## Problem to solve:
Exact copy, pictures excluded: output the lines from the opening of the entries through the line bearing "-50%;border:6px solid #fff;box-shadow:0".

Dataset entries

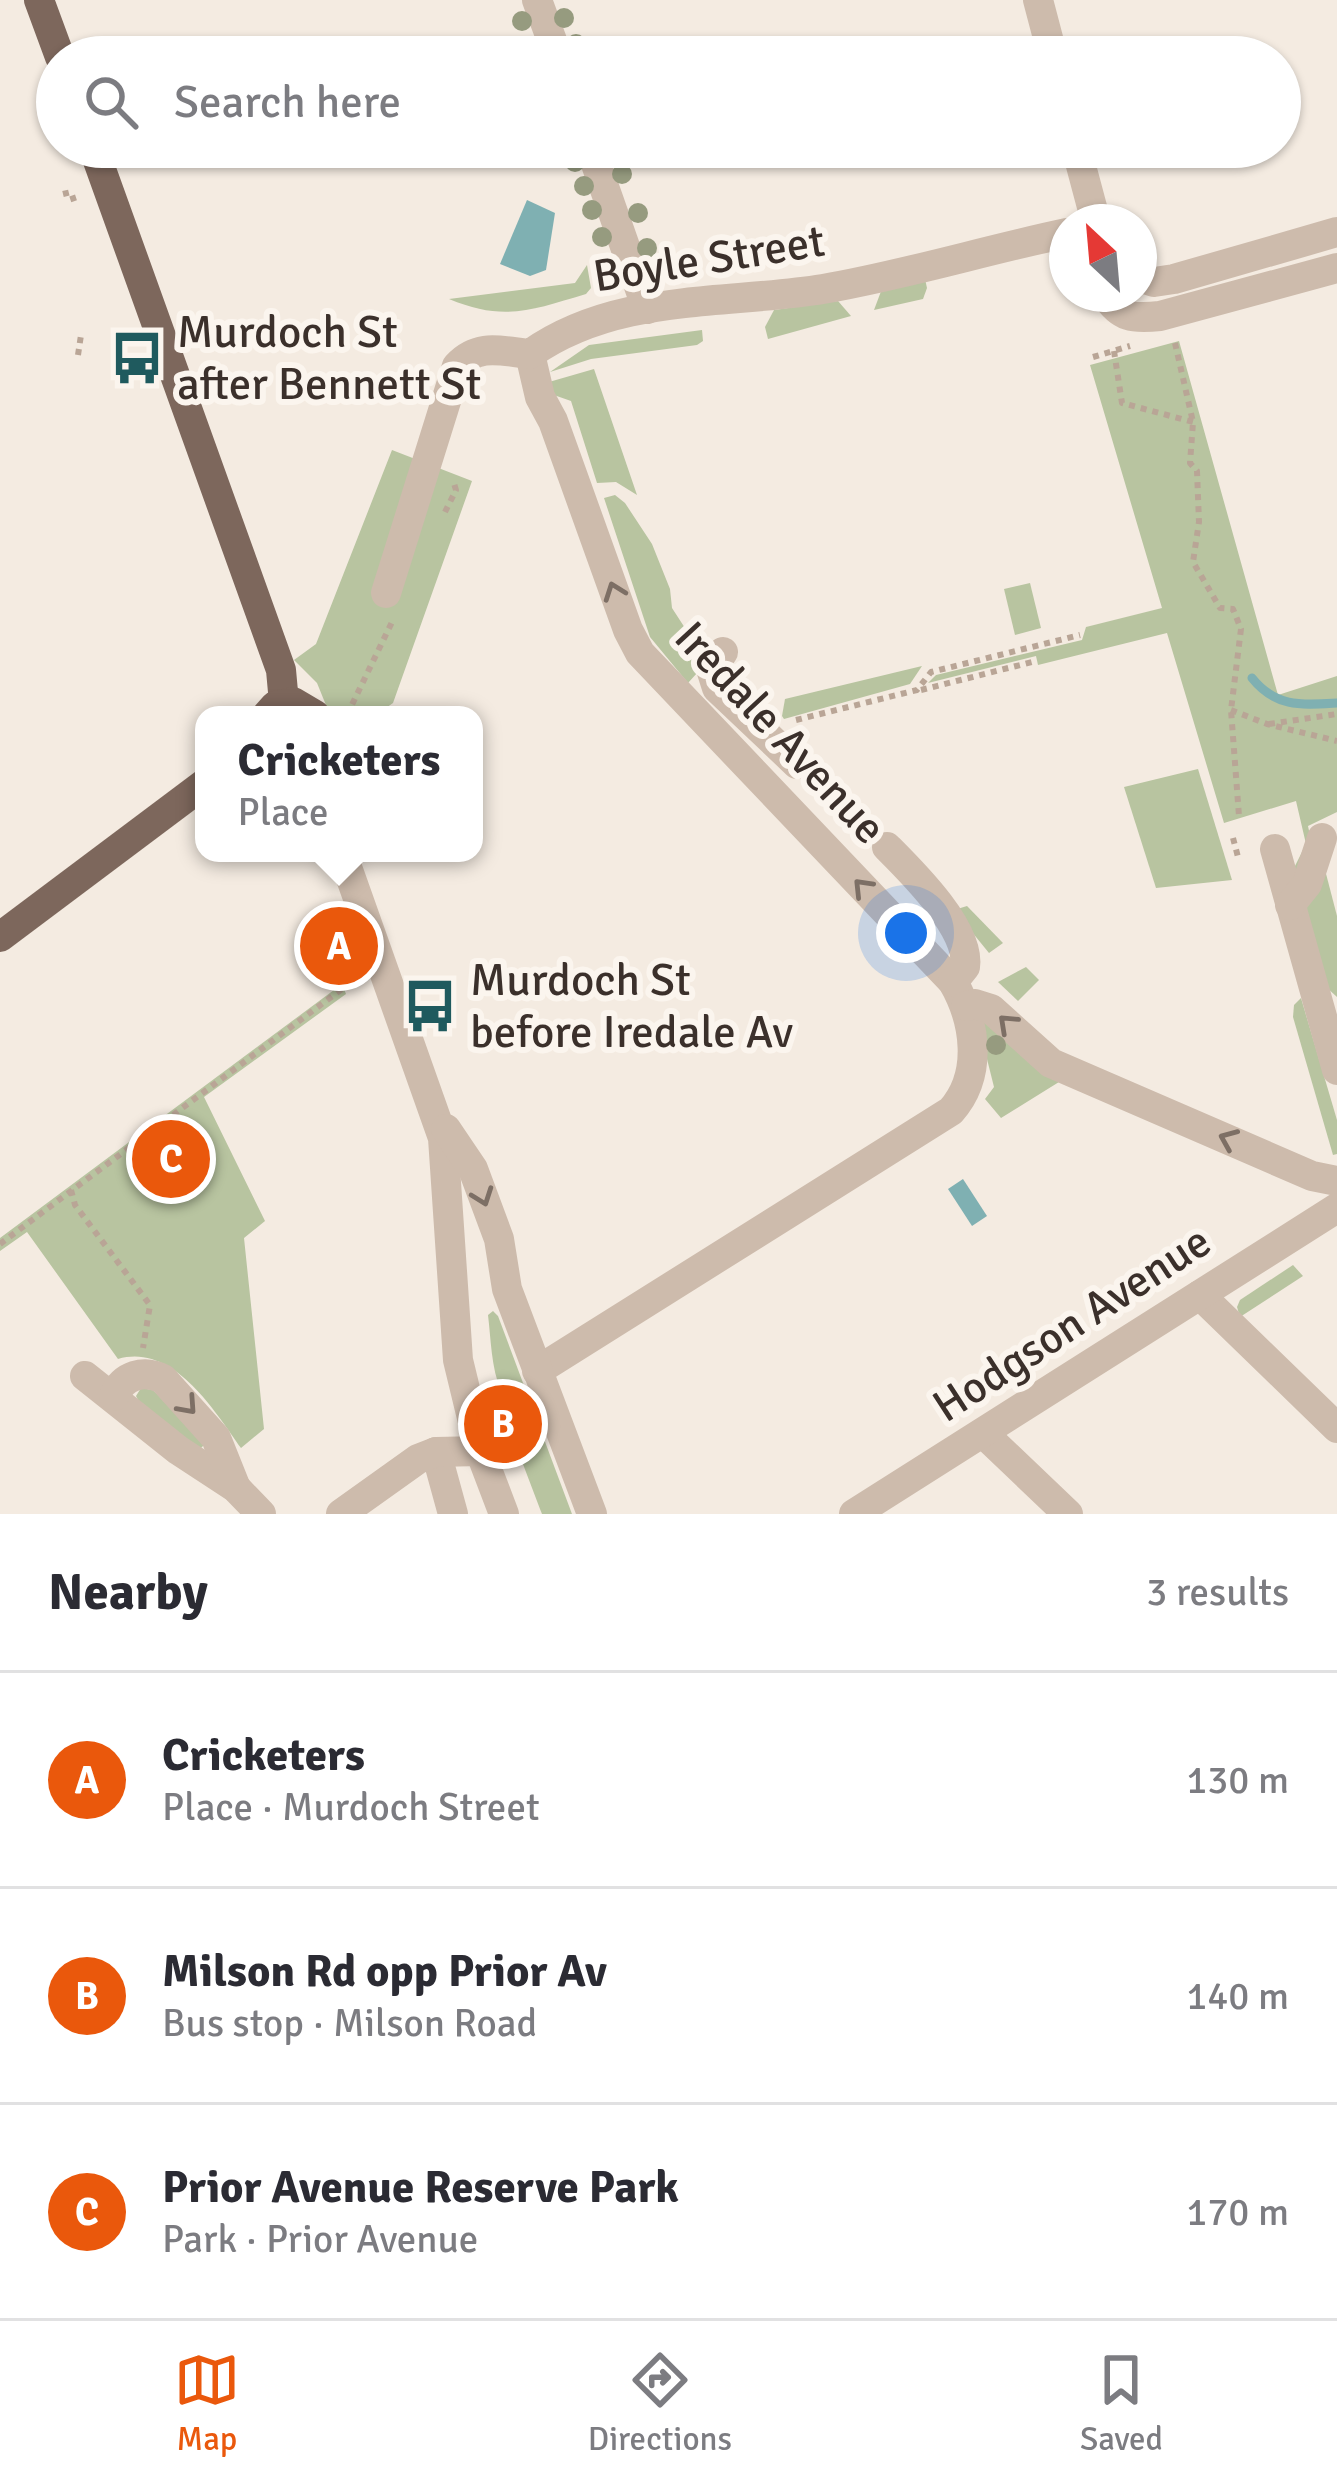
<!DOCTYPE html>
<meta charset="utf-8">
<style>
body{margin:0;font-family:Signika,sans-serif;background:#f7f7f7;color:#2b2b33}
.compass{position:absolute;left:1049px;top:204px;width:108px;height:108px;border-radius:50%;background:#fff;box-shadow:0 3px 9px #0004;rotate:334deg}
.you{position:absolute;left:906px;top:933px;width:42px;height:42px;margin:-30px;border:9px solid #fff;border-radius:50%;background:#1a73e8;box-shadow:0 0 0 18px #1a73e833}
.badge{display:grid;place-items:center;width:78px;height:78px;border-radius:50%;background:#ea580c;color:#fff;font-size:39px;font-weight:700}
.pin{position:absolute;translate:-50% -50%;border:6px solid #fff;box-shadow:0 3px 12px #0006}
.popup{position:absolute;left:195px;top:706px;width:288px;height:156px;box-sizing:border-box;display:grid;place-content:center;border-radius:24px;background:#fff;filter:drop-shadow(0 3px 9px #0005);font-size:39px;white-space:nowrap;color:#7c7c81}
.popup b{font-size:45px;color:#2b2b33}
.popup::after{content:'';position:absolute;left:50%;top:100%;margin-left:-24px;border:24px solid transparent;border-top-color:#fff}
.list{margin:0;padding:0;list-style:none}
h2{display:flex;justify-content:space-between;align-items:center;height:156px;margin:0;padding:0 48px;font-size:51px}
h2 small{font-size:39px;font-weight:400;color:#7c7c81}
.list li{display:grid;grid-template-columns:78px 1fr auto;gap:36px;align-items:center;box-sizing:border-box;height:216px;padding:0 48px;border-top:3px solid #e1e1e2}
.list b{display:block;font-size:45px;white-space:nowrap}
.list p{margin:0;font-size:39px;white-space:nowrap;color:#7c7c81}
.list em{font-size:39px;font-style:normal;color:#7c7c81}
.icon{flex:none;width:66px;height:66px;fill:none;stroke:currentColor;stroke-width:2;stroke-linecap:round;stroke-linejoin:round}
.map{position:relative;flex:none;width:1337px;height:1514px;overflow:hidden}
.search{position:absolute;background:#fff;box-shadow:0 3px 9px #0004;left:36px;right:36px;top:36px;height:132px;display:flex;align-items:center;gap:30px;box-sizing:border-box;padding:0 42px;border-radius:66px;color:#7c7c81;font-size:45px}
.sheet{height:804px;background:#fff}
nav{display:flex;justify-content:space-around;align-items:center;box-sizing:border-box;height:168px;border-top:3px solid #e1e1e2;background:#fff;font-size:33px;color:#7c7c81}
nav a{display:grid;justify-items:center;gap:6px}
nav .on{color:#ea580c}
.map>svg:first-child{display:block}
.green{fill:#b8c4a0}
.water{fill:#7fb0b2}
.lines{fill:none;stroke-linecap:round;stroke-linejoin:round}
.stream{stroke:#7fb0b2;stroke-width:9}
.path{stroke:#b9a596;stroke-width:6;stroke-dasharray:6 6;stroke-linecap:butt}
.minor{stroke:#cdbbac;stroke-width:30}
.major{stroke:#7d675c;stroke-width:30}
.tree{fill:#969b7f}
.oneway{stroke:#7d6f65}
.labels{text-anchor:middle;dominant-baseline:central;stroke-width:12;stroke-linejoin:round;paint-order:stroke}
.street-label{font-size:45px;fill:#3b302b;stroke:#fbf5ee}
.poi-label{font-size:45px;fill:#3b302b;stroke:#fbf5ee;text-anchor:start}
</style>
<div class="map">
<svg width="1337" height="1514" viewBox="0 0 1337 1514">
<rect width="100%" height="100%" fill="#f4ebe1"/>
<g class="green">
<path d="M 587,265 L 591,288 L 586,294 C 532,310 504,322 449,299 L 575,283 Z"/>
<path d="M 925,279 L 927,288 L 923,299 L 874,310 L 883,286 Z"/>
<path d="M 838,301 L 851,316 L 768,339 L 765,327 L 774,310 Z"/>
<path d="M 702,330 L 703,341 L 697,345 L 591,359 L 550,372 L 589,345 Z"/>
<path d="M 1179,341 L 1278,695 L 1337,676 L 1337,812 L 1308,826 L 1312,845 L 1303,873 L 1292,872 L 1306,844 L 1296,801 L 1224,823 L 1167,633 L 1038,665 L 1036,656 L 928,683 L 936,675 L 1082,640 L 1086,627 L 1162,608 L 1090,365 Z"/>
<path d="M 594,369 L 637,495 L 616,482 L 597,483 L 571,401 L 551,394 L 549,382 Z"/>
<path d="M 392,450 L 472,481 L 393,703 L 376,715 L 330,715 L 317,683 L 294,660 L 316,644 Z"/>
<path d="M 615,495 L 625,503 L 652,544 L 670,589 L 672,608 L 707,662 L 688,683 L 650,637 L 604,498 Z"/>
<path d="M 1030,583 L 1041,628 L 1015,635 L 1004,589 Z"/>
<path d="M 922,666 L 910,684 L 784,719 L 782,716 L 785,699 Z"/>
<path d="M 1198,769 L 1232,880 L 1156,888 L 1124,787 Z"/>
<path d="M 1324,866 L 1337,916 L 1337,997 L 1325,986 L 1303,902 Z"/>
<path d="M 967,906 L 1003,943 L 989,953 L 954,910 Z"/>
<path d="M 1026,967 L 1039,980 L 1018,1001 L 998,982 Z"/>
<path d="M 342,984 L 346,994 L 204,1097 L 265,1221 L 244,1238 L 264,1429 L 241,1448 C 214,1410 173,1343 118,1359 L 27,1232 L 0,1251 L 0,1238 Z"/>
<path d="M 1301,998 L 1337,1120 L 1337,1154 L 1333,1155 L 1293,1017 L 1294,1005 Z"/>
<path d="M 983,1017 L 1059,1082 L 1001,1118 L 985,1099 L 994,1087 L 984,1047 Z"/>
<path d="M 1293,1265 L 1303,1276 L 1240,1317 L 1237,1307 L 1240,1300 Z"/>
<path d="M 493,1311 L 498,1316 L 572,1514 L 542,1514 L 540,1509 L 518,1451 L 529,1427 C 522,1402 509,1409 501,1391 C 491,1367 491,1339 488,1315 Z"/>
<path d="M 141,1388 L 153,1390 L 205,1444 L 200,1449 L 141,1406 L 136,1396 Z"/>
</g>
<g class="water">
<path d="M 527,200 L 555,213 L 546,270 L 530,276 L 500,264 Z"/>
<path d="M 963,1179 L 987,1216 L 972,1226 L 948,1189 Z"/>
</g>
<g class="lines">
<path class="stream" d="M 1252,678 C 1276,708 1302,705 1337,703"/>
<g class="path">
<path d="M 63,194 L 71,192 L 75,204"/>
<path d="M 1175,343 L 1193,422 L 1190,463 L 1197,471 L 1199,522 L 1193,562 L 1220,608 L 1233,609 L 1241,629 L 1231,710 L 1239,816"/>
<path d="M 1114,351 L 1122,403 L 1193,422"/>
<path d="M 78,355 L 81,335"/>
<path d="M 1093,357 L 1130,346"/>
<path d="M 445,512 L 456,490 L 453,480"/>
<path d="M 921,690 L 1032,662"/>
<path d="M 1231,710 L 1267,724 L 1337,741"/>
<path d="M 347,715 L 392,622"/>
<path d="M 796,720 L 917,690 L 931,672 L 1080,635"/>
<path d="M 1269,724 L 1337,714"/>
<path d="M 1233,838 L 1238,857"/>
<path d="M 71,1190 L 75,1205 L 150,1305 L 143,1348"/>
<path d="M 0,1244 L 350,983"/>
</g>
<g class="minor">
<path d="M 537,0 L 558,57"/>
<path d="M 1038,0 L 1053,57"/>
<path d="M 590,147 L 647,309"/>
<path d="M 1076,147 L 1096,222"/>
<path d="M 1139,277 L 1154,282 L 1174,279 L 1337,232"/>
<path d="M 1105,294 C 1120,318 1133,319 1160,316 L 1337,268"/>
<path d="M 530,354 L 540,397 L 553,421 L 628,630 L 640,653 L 953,982 C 976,1022 983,1075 951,1111 L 537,1371"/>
<path d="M 386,593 L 457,366 C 478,343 501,351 530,354 C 616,293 724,305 823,289 C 905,275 986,250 1067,233"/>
<path d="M 723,652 L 711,669 L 717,688 L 797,764"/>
<path d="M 887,847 C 912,872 971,930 965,967 L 953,982"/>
<path d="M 1275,849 L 1337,1070"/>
<path d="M 342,853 L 443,1138 L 458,1360 L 480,1451 L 504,1514"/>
<path d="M 1290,905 L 1307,884 L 1322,838"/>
<path d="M 966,1006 L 975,1004 L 991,1009 L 1051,1063 L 1312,1176 L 1337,1181"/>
<path d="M 446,1129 L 473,1169 L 499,1239 L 507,1289 L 592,1514"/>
<path d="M 1200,1295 L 1337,1428"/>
<path d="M 85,1376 L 178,1450 L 236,1488 L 261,1514"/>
<path d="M 114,1396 C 123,1375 144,1369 163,1379 L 216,1438 L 236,1488"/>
<path d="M 984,1434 L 1068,1514"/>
<path d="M 436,1452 L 453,1514"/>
<path d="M 341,1514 L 418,1459 L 436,1452 L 480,1451"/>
<path d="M 854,1514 L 1337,1208"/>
</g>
<g class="major">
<path d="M 39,0 L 60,57"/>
<path d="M 93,147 L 281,670 L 284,703"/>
<path d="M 267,715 L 275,706 L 293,702 L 315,715"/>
<path d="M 0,937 L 204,784"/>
</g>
</g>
<g class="tree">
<circle cx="564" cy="18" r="10"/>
<circle cx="522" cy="21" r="10"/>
<circle cx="576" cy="44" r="10"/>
<circle cx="575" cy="162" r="10"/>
<circle cx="622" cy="174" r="10"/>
<circle cx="584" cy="186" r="10"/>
<circle cx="592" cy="210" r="10"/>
<circle cx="638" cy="213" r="10"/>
<circle cx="602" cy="237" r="10"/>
<circle cx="647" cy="248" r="10"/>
<circle cx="996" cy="1045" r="10"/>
</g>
<defs><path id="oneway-chevron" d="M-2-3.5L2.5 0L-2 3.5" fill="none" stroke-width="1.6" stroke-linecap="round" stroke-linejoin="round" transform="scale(3)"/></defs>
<g class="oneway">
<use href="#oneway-chevron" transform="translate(614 591) rotate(-110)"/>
<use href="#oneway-chevron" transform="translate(862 887) rotate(-134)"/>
<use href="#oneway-chevron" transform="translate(1007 1023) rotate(-137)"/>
<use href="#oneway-chevron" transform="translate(1228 1139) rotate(-157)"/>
<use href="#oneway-chevron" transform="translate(483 1197) rotate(70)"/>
<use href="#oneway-chevron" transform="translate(188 1406) rotate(48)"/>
</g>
<defs>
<symbol id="bus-bare" viewBox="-9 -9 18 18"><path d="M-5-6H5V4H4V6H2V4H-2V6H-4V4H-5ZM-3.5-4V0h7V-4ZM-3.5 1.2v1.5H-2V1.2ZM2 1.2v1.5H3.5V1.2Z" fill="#1f5a5e" stroke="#fbf5ee" stroke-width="2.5" paint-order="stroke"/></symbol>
</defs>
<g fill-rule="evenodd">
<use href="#bus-bare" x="99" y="320" width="76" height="76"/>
<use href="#bus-bare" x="392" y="968" width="76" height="76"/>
</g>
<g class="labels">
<g class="street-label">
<text transform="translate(709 259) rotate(-9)">Boyle Street</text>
<text transform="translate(780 733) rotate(47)">Iredale Avenue</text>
<text transform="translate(1072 1324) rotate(-33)">Hodgson Avenue</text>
</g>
<g class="poi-label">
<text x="177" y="332">Murdoch St<tspan x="177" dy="52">after Bennett St</tspan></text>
<text x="470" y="980">Murdoch St<tspan x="470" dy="52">before Iredale Av</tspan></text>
</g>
</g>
</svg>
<svg class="compass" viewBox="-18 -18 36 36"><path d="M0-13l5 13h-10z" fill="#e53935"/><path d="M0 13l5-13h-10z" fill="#7c7c81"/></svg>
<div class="you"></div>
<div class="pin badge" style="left:339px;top:946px">A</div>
<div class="popup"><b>Cricketers</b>Place</div>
<div class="pin badge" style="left:503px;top:1424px">B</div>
<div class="pin badge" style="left:171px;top:1159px">C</div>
<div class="search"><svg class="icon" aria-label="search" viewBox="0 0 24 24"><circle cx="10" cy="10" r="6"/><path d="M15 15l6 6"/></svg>Search here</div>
</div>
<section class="sheet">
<h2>Nearby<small>3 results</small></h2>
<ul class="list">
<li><span class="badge">A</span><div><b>Cricketers</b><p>Place · Murdoch Street</p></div><em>130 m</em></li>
<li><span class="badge">B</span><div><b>Milson Rd opp Prior Av</b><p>Bus stop · Milson Road</p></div><em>140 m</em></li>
<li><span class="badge">C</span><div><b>Prior Avenue Reserve Park</b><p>Park · Prior Avenue</p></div><em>170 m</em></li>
</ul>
</section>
<nav>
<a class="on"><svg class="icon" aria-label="map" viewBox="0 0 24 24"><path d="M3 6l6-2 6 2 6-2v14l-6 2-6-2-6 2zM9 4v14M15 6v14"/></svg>Map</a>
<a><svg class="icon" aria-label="directions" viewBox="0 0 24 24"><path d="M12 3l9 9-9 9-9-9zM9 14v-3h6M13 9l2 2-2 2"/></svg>Directions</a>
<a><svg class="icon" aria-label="saved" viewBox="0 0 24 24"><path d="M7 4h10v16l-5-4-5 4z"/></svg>Saved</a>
</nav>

## Expected output:
<!DOCTYPE html>
<meta charset="utf-8">
<style>
body{margin:0;font-family:Signika,sans-serif;background:#f7f7f7;color:#2b2b33}
.compass{position:absolute;left:1049px;top:204px;width:108px;height:108px;border-radius:50%;background:#fff;box-shadow:0 3px 9px #0004;rotate:334deg}
.you{position:absolute;left:906px;top:933px;width:42px;height:42px;margin:-30px;border:9px solid #fff;border-radius:50%;background:#1a73e8;box-shadow:0 0 0 18px #1a73e833}
.badge{display:grid;place-items:center;width:78px;height:78px;border-radius:50%;background:#ea580c;color:#fff;font-size:39px;font-weight:700}
.pin{position:absolute;translate:-50% -50%;border:6px solid #fff;box-shadow:0 3px 12px #0006}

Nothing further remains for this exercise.